Five Principles for Strengths-Based Education3
  1. Measure strengths. Use an assessment to determine unique strengths to provide learners and educators an awareness of their skillsets.
  2. Individualize the learning experience to each student. Help students apply their strengths to individual goals as part of the developmental process and provide feedback that emphasizes strengths. When possible, tailor teaching methods to meet student needs and interests.
  3. Network with personal supporters of strength development.  Establish connections with friends, family members, and professionals who encourage excellence.  
  4. Deliberately apply strengths in and out of the classroom. Create opportunities for students to showcase their strengths and guide students to utilize strengths independently.
  5. Develop strengths through novel experiences or focused practices. Invest time and effort in new experiences to elevate skills and knowledge of existing strengths.


  1. Rath T. StrengthsFinders 2.0. New York, NY: Gallup Press; 2007.
  2. Asplund J, Lopez SJ, Hodges T, et. Al. The Clifton StrengthsFinder 2.0 Technical Report: Development and Validation. The Gallup Organization 2007. Available from: Accessed January 31, 2016.
  3. Lopez SJ and Louis MC. The Principles of Strengths-Based Education. J Coll Char. 2009;10(4):1-8.
  4. Bandura A. Social Learning Theory. New York, NY: General Learning Corporation; 1971.

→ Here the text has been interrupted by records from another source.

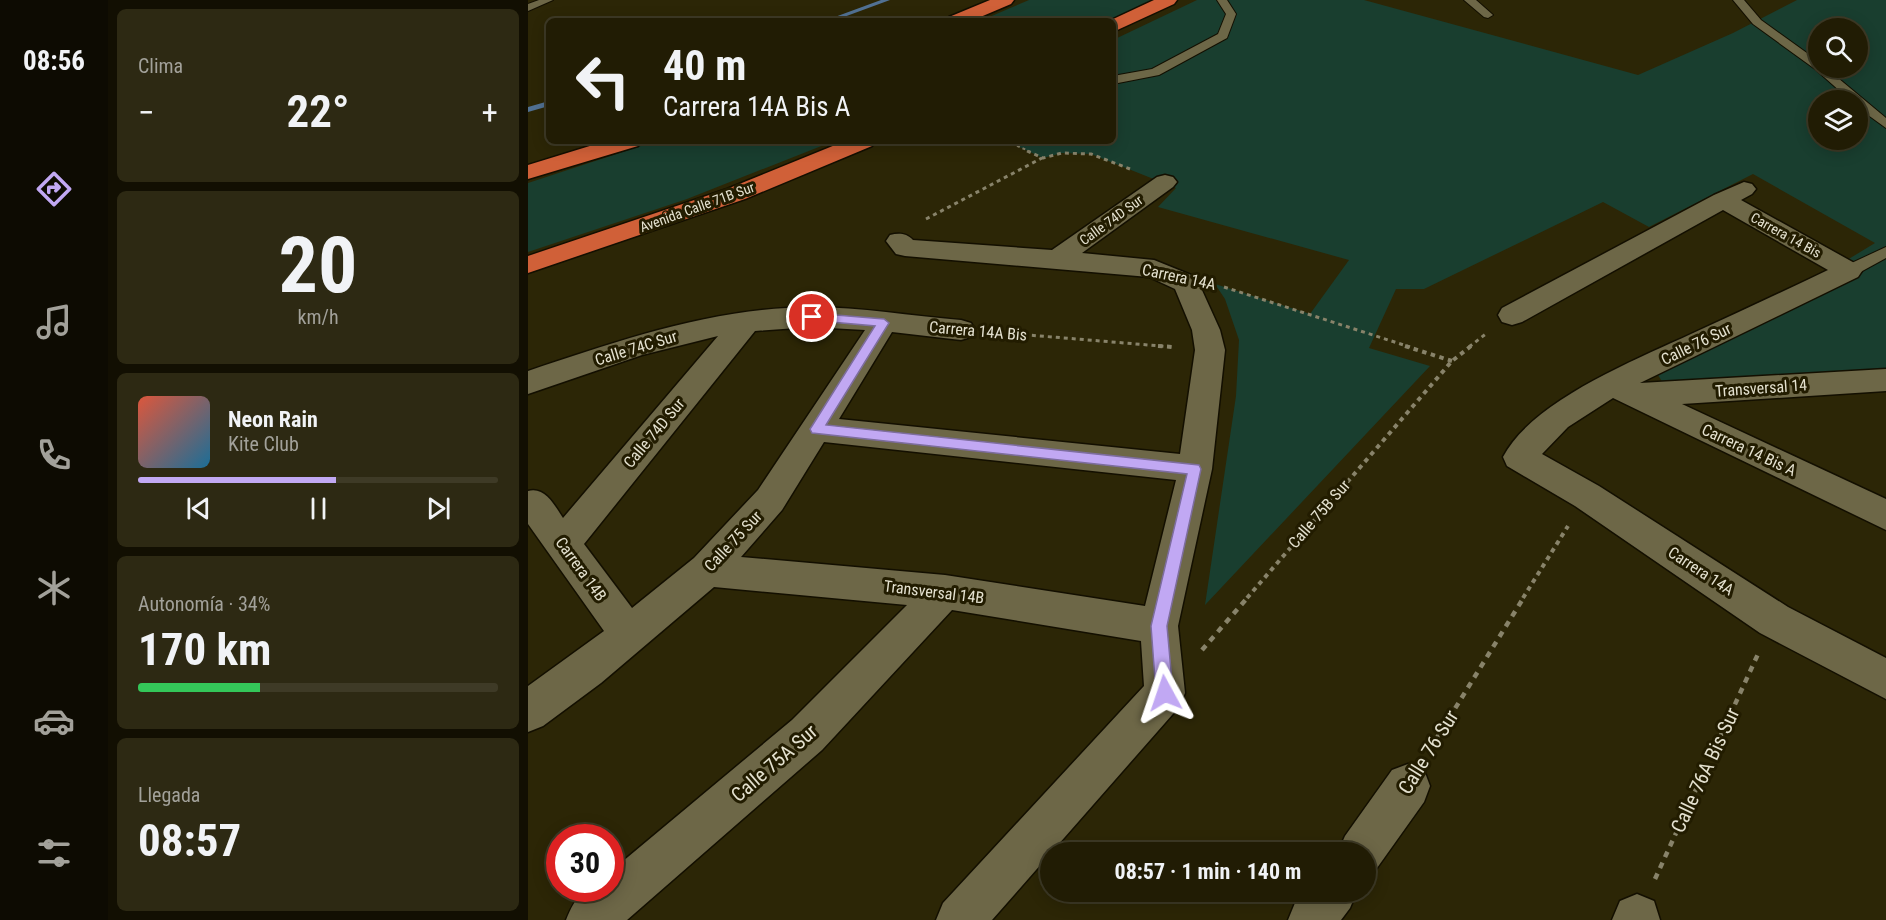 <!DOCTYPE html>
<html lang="es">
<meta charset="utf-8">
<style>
body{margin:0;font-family:"Roboto Condensed",sans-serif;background:#2d2913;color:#f1f3f6;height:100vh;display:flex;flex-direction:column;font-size:22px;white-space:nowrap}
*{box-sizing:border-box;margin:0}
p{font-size:20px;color:#a2a19a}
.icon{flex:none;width:33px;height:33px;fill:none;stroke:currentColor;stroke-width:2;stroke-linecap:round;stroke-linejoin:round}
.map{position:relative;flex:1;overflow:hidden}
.details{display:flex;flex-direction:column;gap:9px;padding:9px;background:#120f02;width:420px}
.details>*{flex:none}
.hud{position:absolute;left:18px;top:18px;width:570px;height:126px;border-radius:9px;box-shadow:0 3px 15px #0003,0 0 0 2px #3e3a26;background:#211c04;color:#f1f3f6;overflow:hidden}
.tools{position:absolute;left:1280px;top:18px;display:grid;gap:12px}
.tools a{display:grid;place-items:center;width:60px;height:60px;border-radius:50%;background:#211c04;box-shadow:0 3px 15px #0003,0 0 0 2px #3e3a26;font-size:30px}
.speed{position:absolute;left:18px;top:824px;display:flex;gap:12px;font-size:30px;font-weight:700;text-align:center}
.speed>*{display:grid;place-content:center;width:78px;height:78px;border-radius:50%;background:#211c04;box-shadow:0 3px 15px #0003,0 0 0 2px #3e3a26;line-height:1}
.speed .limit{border:9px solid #d22;background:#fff;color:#111}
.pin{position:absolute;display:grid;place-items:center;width:51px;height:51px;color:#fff;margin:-26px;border:3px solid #fff;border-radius:50%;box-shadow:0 2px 6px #0007}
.me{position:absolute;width:66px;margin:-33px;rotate:355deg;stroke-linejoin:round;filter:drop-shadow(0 0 4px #0008)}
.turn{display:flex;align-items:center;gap:21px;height:126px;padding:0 18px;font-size:27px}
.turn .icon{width:78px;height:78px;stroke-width:2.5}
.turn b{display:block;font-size:42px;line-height:51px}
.big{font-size:45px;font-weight:700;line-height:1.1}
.details .tile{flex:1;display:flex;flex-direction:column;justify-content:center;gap:9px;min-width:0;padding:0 21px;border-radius:9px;background:#2d2913}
.details .dial{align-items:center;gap:0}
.dial b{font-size:78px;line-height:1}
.song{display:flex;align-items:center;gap:18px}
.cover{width:72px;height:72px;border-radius:9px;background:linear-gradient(135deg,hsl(10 70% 55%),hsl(200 70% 35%))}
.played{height:6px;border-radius:3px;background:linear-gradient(90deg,#c1a8f3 55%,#3e3a26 55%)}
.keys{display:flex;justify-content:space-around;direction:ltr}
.heat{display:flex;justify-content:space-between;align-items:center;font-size:33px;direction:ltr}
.charge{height:9px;border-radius:4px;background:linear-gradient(90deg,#34c759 34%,#3e3a26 0)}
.trip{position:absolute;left:512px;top:842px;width:336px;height:60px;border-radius:30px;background:#211c04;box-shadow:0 3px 15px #0003,0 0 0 2px #3e3a26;font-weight:700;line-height:60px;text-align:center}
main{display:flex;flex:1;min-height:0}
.dock{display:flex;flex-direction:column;width:108px;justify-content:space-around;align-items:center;background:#0d0b02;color:#a2a19a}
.dock .icon{width:42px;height:42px}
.dock .selected{color:#c1a8f3}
.dock b{font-size:27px;color:#f1f3f6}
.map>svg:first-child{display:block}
.green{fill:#193e2f;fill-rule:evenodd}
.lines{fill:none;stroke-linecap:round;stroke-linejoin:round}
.stream{fill:#517193;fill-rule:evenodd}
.service-casing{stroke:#130f00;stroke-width:2}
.minor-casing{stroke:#130f00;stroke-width:3}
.trunk-casing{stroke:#130f00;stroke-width:3}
.path-far3{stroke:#88836a;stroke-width:2;stroke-dasharray:3 3;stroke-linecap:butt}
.path-far2{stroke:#88836a;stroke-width:3;stroke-dasharray:4 4;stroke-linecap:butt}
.path-far1{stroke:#88836a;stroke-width:4;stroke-dasharray:4.5 4.5;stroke-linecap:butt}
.path{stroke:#88836a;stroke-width:4.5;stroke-dasharray:6 6;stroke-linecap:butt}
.service{fill:#6d6747;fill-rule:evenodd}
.minor{fill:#6d6747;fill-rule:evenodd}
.trunk{fill:#d06038;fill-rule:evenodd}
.route{fill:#c1a8f3;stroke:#7d6d9e;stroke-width:1.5}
.labels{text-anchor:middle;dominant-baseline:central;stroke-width:6;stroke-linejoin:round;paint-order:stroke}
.far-street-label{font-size:14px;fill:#e4e1cf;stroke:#221c00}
.street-label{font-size:16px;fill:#e4e1cf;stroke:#221c00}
.near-street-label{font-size:20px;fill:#e4e1cf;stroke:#221c00}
</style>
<main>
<nav class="dock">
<b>08:56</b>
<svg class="icon selected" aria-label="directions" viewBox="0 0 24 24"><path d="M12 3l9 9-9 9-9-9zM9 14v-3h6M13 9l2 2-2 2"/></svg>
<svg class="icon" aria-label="music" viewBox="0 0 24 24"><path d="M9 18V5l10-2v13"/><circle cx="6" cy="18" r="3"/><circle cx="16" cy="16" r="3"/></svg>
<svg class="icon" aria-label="phone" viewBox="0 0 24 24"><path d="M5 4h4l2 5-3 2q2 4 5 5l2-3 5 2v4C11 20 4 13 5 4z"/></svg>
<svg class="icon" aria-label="climate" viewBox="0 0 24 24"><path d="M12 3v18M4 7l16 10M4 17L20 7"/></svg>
<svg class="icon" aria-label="car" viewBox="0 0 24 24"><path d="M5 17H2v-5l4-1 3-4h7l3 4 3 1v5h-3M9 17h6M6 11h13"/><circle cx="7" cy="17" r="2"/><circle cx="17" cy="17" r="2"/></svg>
<svg class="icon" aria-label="filters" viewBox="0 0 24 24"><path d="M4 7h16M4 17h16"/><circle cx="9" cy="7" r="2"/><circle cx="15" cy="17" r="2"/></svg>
</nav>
<section class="details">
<div class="tile"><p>Clima</p>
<div class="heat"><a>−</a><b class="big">22°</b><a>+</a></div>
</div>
<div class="tile dial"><b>20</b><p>km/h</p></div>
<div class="tile">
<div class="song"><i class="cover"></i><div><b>Neon Rain</b><p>Kite Club</p></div></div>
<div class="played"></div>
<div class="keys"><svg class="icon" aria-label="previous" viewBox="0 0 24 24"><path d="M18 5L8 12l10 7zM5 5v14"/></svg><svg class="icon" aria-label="pause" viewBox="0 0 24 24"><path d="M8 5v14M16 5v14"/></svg><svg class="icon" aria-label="next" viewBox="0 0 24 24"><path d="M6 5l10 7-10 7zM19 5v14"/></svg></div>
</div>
<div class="tile"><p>Autonomía · 34%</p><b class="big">170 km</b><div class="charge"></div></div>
<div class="tile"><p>Llegada</p><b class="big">08:57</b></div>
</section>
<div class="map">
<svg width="1358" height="920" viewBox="0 0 1358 920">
<rect width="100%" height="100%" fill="#2c2606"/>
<path class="green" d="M501 0H625L580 21H452Z
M669 0H836L1110 75 1205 33 1269 0H1358V374L1141 393 1130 375 1347 243 1225 174 1121 227 1075 202 896 289H868L841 348 902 366 677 605 708 396 711 340 697 299 687 284 782 314 821 260 630 207 648 188 563 154 534 153 515 158 478 141H585V40ZM1290 28H1329V68H1290ZM1290 100H1329V140H1290Z
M128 141H306L159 199 0 252V183Z"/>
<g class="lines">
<path class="stream" d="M353 0H362L305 21H296Z
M21 101V106L0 112V107Z"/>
<defs>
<path id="service" d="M11 0H25L0 11V4Z
M689 0H699L708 14 699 38 631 75 585 84V76L624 69 690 34 698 14Z
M936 0H948L965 15 960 18 956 17Z
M1205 0H1216L1233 20 1290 61V68H1298L1358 118V128L1329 107V100H1322L1287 69 1225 24Z
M1358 247V258L1327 275 1321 276 1313 271 1315 267Z"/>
<path id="minor" d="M637 175 645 177 649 182 645 187 554 253 626 260 668 277 692 330 697 350 684 469 650 626 657 693 651 707 464 920H408L415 903 616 686 613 641 424 610 294 750 99 920H38C48 895 55 888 82 888V872L264 720 379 605 186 587 73 683 15 726 0 732V686L76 631 0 524V491C17 486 27 506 35 518L190 336 114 355 0 394V371C92 340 185 308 283 307 333 307 383 316 433 320L443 323 447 330 443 337 433 340 364 332 311 419 652 454 667 350 664 330 647 289 621 277 377 256 368 254 358 241 362 235C371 233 378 233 385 240L524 250 629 177ZM283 327 337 330 230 490 166 558 104 608 56 544 227 331ZM296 442 648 480 617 606 417 575 213 557 254 510Z
M1216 182 1224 184 1228 189 1224 194 1213 200 1330 265 1334 271 1330 277 1112 383 1358 369V391L1154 404 1358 499V530L1085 398 1040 427 1014 454 1071 486 1260 607 1358 658V699L1232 633 1047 506 979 466 975 457C1004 401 1107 360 1163 334 1209 313 1254 292 1300 270L1195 210 994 322 984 325 974 322 970 315 974 308 1186 195Z
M880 764 896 770 902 786 896 802 849 868 837 873V852H810L817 836 864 770Z
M776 891H829L822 908 813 920H760L767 903Z
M1109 894 1126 901 1132 920H1084L1092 901Z"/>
<path id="trunk" d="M462 0H486L483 4 443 21H418L421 17Z
M626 0H649L646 4 585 32V21H581Z
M78 141H113L110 146 0 179V165Z
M317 141H347L344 146 217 199 0 273V256L199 189Z"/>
</defs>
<use href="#service" class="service-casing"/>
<use href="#minor" class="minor-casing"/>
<use href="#trunk" class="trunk-casing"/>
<path class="path-far3" d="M478 141 503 152"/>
<path class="path-far2" d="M499 151 515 158 534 153 563 154 602 169
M398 219 514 158
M696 287 882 347
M464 332 645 347
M941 347 959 333"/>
<path class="path-far1" d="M630 346 645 347
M877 346 924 361
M719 598 924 361 943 346
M995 598 1040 526"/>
<path class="path" d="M674 650 720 597
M902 749 996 597
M1127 879 1230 654"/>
<use href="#service" class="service"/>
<use href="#minor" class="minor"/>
<use href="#trunk" class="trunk"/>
</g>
<path class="route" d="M284 313 356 319 361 323 298 425 671 465 673 469 639 626 645 693 643 699 637 701 631 699 628 693 623 626 659 474 284 433 282 429 284 426 347 326 280 320 278 317Z"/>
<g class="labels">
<g class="far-street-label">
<text transform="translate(169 207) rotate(-20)">Avenida Calle 71B Sur</text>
<text transform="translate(583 220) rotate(-36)">Calle 74D Sur</text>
<text transform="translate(1258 235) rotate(29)">Carrera 14 Bis</text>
</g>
<g class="street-label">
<text transform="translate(651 277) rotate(12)">Carrera 14A</text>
<text transform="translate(450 331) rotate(5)">Carrera 14A Bis</text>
<text transform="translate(1168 344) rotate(-26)">Calle 76 Sur</text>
<text transform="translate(108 348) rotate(-17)">Calle 74C Sur</text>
<text transform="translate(1233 388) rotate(-4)">Transversal 14</text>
<text transform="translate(126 433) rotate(-50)">Calle 74D Sur</text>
<text transform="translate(1221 450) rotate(25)">Carrera 14 Bis A</text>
<text transform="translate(791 514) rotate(-49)">Calle 75B Sur</text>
<text transform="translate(205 541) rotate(-47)">Calle 75 Sur</text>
<text transform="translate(53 569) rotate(54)">Carrera 14B</text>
<text transform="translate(1173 571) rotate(33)">Carrera 14A</text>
<text transform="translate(406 592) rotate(7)">Transversal 14B</text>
</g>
<g class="near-street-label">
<text transform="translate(900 752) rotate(-58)">Calle 76 Sur</text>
<text transform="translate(246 763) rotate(-41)">Calle 75A Sur</text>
<text transform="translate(1177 770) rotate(-65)">Calle 76A Bis Sur</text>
</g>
</g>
</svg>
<div class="tools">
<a><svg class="icon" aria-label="search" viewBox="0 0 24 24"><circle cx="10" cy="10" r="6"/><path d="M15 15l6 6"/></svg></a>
<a><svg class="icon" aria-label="layers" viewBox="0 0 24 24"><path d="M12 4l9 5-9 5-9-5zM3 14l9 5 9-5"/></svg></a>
</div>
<div class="speed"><div class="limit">30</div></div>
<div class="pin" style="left:284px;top:317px;background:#d93025"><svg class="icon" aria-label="arrive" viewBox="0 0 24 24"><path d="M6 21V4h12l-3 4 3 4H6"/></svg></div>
<svg class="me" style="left:637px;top:693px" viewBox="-20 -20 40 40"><path d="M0-17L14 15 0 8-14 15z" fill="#c1a8f3" stroke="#fff" stroke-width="4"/></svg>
<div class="trip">08:57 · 1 min · 140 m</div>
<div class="hud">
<div class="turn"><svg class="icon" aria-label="left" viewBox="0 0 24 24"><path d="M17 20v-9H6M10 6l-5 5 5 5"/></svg><div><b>40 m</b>Carrera 14A Bis A</div></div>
</div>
</div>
</main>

  5. Kahn WA. Psychological conditions of personal engagement and disengagement at work. Acad Manage J. 1990;33(4):692-724.
  6. Harter JK, Schmidt FL, and Hayes TL. Business-unit-level relationship between employee satisfaction, employee engagement, and business outcomes: a meta-analysis. J Appl Psychol. 2002;87(2)268-279.
  7. Janke KK, Farris KB, Kelley KA, et al. StrengthsFinder signature themes of talent in doctor of pharmacy students in five midwestern pharmacy schools. Am J Pharm Educ. 2015;79(4): Article 49.
  8. Janke KK, Traynor AP, and Sorensen TD. Refinement of strengths instruction in a pharmacy curriculum over eight years. Am J Pharm Educ. 2011; 75(3):Article 45.